The Hillman needed no organized Group under any central Authority; each Village could live its independent life and related with each other solely on the basis of kith and kin or on mutual benefit;, not on compulsion. Such a life produced a Free Spirit, Equality and Independence, consideration for each other, though each person decided primarily on the basis of what appeared good to him or her. Each and every person had the freedom of his/her own decision.
The Mountains of the Himalays are so high, extensive, vast, serene and awesome, covered infinitely with perpetual mute Snow; a person feels so small, and insignificant in their midst.
On the other hand, baring some rugged ones, the Hills and the Mountains of the Naga Hills are not awesome like those of the Himalayas; they are covered with green beautiful lively attractive and inviting plants and vegetation. They are easily scalable by any person. They appear friendly, near and inviting rather than awesome and distant.
People in the Assam and Manipur Valleys developed themselves into Kingdoms -the ancient Meitei Kingdom of Manipur and Ahom Kingdom of Assam. Each had a Raja who controlled not only the Land but the Life of the Society. Expectedly, the King’s Religion became the Religion of the People. There were many petty Rajas and Senapatis with small pockets of territory, but whether under a foremost or under a petty Rajas, their subjects took the Religion of their Raja.

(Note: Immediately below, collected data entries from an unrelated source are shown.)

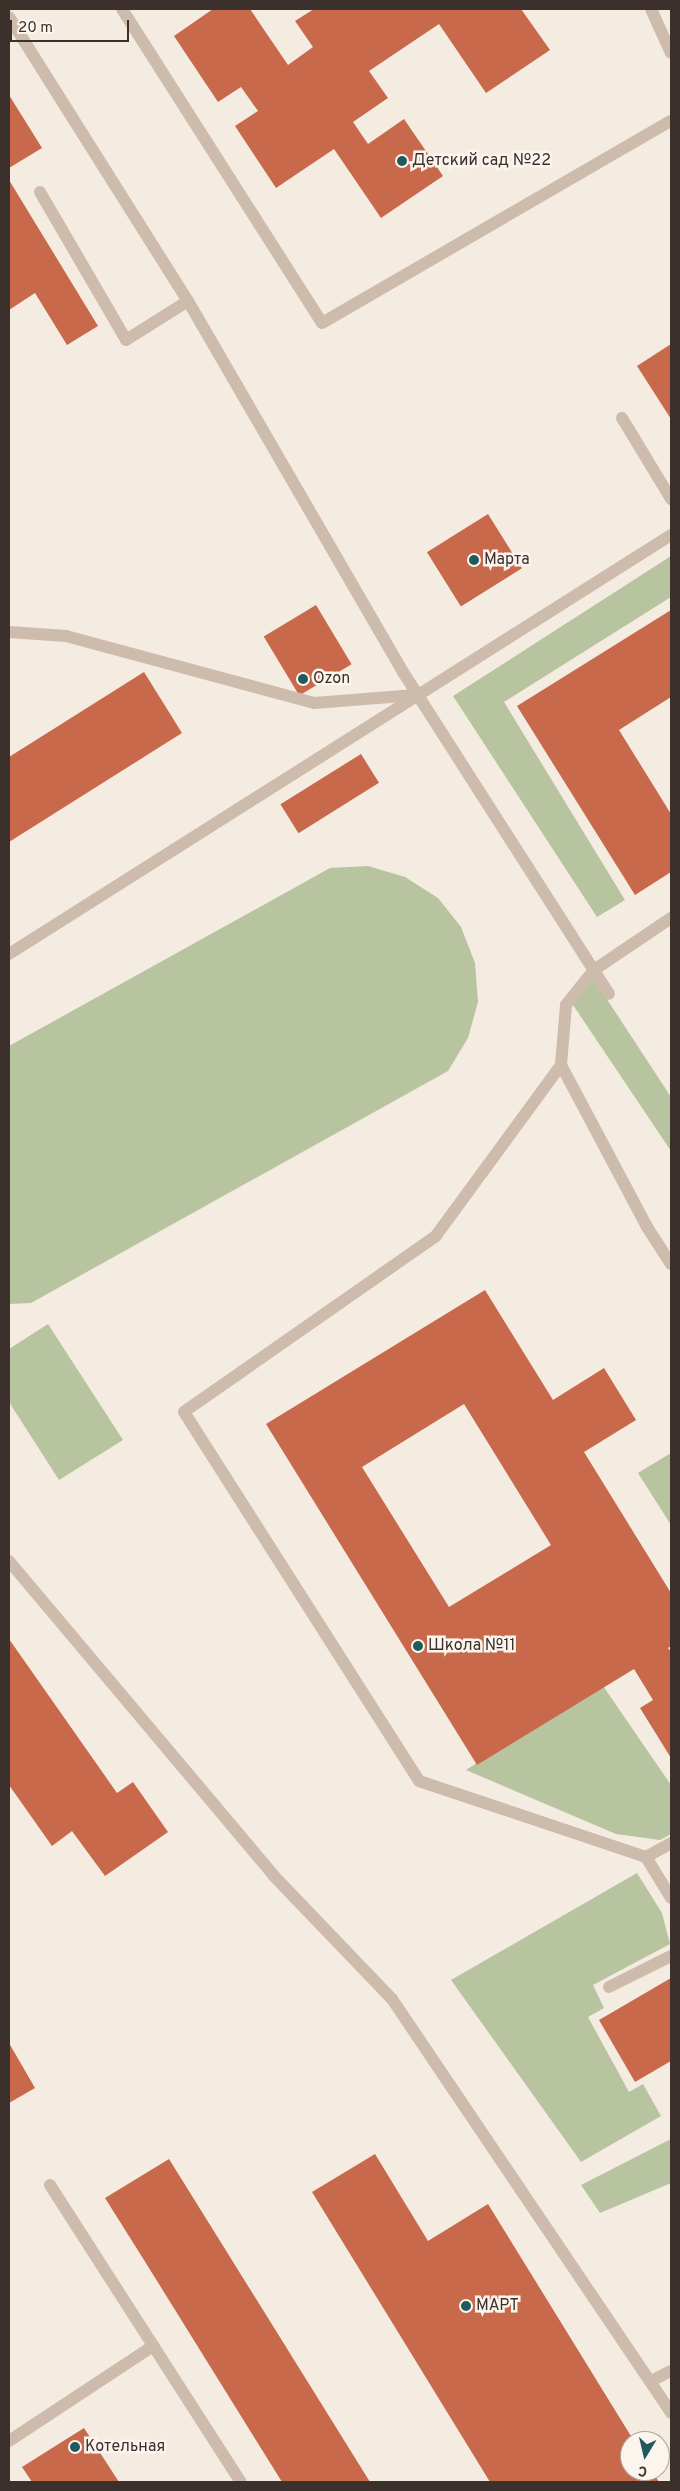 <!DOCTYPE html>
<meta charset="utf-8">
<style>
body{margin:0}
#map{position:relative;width:680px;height:2491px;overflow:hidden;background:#f4ebe1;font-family:Overpass,sans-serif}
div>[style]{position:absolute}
.green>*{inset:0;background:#b8c4a0}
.building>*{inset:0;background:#c8694b;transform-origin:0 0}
.minor>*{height:12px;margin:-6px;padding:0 6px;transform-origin:6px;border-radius:6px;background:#cdbbac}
.dots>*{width:14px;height:14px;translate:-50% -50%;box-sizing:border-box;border:2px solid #fbf5ee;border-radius:50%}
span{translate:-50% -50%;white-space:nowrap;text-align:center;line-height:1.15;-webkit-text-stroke:5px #fbf5ee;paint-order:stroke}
.poi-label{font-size:16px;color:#3b302b}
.left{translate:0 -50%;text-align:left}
.frame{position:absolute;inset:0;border:10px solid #3b302b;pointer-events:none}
.north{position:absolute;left:620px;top:2431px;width:50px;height:50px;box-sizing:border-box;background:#fbf5ee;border:1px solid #aea6a0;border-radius:50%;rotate:189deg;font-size:14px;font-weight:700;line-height:20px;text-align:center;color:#3b302b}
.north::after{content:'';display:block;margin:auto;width:18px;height:22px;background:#1f5a5e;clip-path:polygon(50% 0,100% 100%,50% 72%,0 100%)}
.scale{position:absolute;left:10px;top:20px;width:119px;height:22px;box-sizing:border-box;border:2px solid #3b302b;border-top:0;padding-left:6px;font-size:15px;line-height:18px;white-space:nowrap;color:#3b302b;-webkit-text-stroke:4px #fbf5ee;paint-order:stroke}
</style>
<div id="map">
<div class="green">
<i style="clip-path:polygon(671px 556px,671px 597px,504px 702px,625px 900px,597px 917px,453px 696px)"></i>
<i style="clip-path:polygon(368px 866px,405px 877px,438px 898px,461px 927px,475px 963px,478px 1002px,468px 1038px,448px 1071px,31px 1303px,9px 1304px,9px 1046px,330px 868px)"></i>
<i style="clip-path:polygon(593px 978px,671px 1097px,671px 1151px,573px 1005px)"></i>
<i style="clip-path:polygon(48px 1324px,123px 1440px,59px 1480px,9px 1402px,9px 1349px)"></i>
<i style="clip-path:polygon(671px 1453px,671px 1525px,638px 1473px)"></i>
<i style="clip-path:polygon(601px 1683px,671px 1785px,671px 1834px,660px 1840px,616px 1834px,466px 1770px)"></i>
<i style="clip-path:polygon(637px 1873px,662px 1913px,670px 1944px,593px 1985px,604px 2008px,588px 2017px,629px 2092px,643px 2084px,661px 2116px,581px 2162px,451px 1980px)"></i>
<i style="clip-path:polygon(671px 2139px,671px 2183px,600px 2213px,581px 2185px)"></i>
</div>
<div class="building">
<i style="clip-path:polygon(213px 9px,250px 9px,288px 65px,313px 47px,295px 21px,314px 9px,521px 9px,550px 50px,486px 93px,439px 24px,369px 71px,388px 98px,353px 122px,368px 144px,404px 119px,443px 176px,381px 218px,334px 149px,276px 188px,235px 126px,258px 111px,241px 87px,218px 102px,174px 36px)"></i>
<i style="clip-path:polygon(9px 95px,42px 148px,9px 168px)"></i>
<i style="clip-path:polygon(9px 180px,98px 326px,67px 345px,35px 293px,9px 310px)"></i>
<i style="clip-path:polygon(671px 344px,671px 419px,637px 366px)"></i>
<i style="left:488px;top:514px;width:64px;height:72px;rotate:58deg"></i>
<i style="left:316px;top:605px;width:69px;height:61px;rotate:59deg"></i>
<i style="clip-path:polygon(671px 610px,671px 697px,619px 730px,671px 814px,671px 872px,635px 895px,517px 706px)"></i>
<i style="clip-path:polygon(144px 672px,182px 733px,9px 842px,9px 757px)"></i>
<i style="left:361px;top:754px;width:34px;height:95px;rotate:58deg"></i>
<i style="clip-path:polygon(evenodd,485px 1290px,553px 1400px,604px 1368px,636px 1420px,584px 1452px,671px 1593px,671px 1646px,668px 1648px,671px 1652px,671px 1758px,640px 1708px,653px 1700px,634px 1669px,477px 1765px,266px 1424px,485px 1290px,464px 1404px,551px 1545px,449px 1607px,362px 1467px,464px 1404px)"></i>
<i style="clip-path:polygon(9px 1639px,117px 1793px,133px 1782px,168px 1832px,105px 1876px,72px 1831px,52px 1846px,9px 1785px)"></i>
<i style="clip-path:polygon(671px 1978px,671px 2061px,635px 2082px,599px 2020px)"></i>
<i style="clip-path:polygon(9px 2043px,35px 2088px,9px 2103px)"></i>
<i style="clip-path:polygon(375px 2154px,428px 2241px,488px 2204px,634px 2441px,630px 2441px,630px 2471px,652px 2471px,659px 2482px,490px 2482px,312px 2192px)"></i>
<i style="clip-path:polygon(169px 2159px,370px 2482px,282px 2482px,144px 2260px,105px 2198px)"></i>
<i style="clip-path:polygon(84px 2428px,119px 2482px,32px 2482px,22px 2467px)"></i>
</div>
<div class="minor">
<i style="left:122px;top:9px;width:372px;rotate:57.5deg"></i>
<i style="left:322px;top:323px;width:403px;rotate:-30.1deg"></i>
<i style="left:651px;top:9px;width:48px;rotate:65.6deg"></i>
<i style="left:9px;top:17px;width:336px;rotate:57.8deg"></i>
<i style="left:188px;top:301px;width:429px;rotate:59.9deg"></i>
<i style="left:403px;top:672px;width:382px;rotate:57.4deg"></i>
<i style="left:40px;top:192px;width:171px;rotate:59.8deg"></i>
<i style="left:126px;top:340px;width:73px;rotate:-32.2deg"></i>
<i style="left:622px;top:418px;width:95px;rotate:58.8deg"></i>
<i style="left:9px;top:632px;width:57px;rotate:4deg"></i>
<i style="left:66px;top:636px;width:257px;rotate:15.1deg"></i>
<i style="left:314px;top:703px;width:102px;rotate:-4.5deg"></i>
<i style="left:671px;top:918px;width:93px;rotate:146deg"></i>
<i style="left:594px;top:970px;width:45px;rotate:128.7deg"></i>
<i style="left:566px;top:1005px;width:60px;rotate:94.8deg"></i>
<i style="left:561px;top:1065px;width:183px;rotate:62deg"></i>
<i style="left:647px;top:1227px;width:44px;rotate:57deg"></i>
<i style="left:9px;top:954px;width:783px;rotate:-32.33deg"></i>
<i style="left:561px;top:1065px;width:212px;rotate:126.2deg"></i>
<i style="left:436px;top:1236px;width:307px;rotate:145.1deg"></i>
<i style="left:184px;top:1412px;width:437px;rotate:57.5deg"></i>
<i style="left:419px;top:1781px;width:239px;rotate:18.5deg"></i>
<i style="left:646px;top:1857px;width:48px;rotate:58.6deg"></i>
<i style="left:9px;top:1561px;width:410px;rotate:49.9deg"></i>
<i style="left:273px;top:1875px;width:172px;rotate:46.2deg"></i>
<i style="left:392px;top:1999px;width:499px;rotate:56deg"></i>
<i style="left:646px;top:1857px;width:29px;rotate:-29deg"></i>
<i style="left:609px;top:1987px;width:69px;rotate:-26.6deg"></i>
<i style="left:50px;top:2185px;width:353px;rotate:57.3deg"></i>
<i style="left:651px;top:2381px;width:22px;rotate:-27deg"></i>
<i style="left:9px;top:2441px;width:173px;rotate:-33.4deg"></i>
</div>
<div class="dots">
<i style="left:402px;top:161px;background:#1f5a5e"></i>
<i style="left:474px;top:560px;background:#1f5a5e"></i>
<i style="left:303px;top:679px;background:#1f5a5e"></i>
<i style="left:418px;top:1646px;background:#1f5a5e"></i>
<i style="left:466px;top:2306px;background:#1f5a5e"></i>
<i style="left:75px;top:2447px;background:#1f5a5e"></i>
</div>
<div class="poi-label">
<span class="left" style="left:412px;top:161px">Детский сад №22</span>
<span class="left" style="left:484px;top:560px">Марта</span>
<span class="left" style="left:313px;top:679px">Ozon</span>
<span class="left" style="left:428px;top:1646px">Школа №11</span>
<span class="left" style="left:476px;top:2306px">МАРТ</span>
<span class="left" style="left:85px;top:2447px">Котельная</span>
</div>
<div class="frame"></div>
<div class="north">С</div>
<div class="scale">20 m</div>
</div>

The Meiteis of Manipur Valley and the Ahoms of Brahmaputrah Valley were the foremost Kingdoms in the North East at the dawn of the British advent in the area in the 19th Century. These two kingdoms, by and large and relatively more civilized, did not take to the Gospel of Christ whereas the wild primitive savages living freely in the Mountains did.
Geography, Hills and Mountains made the Nagas and God made Geography and the Hills!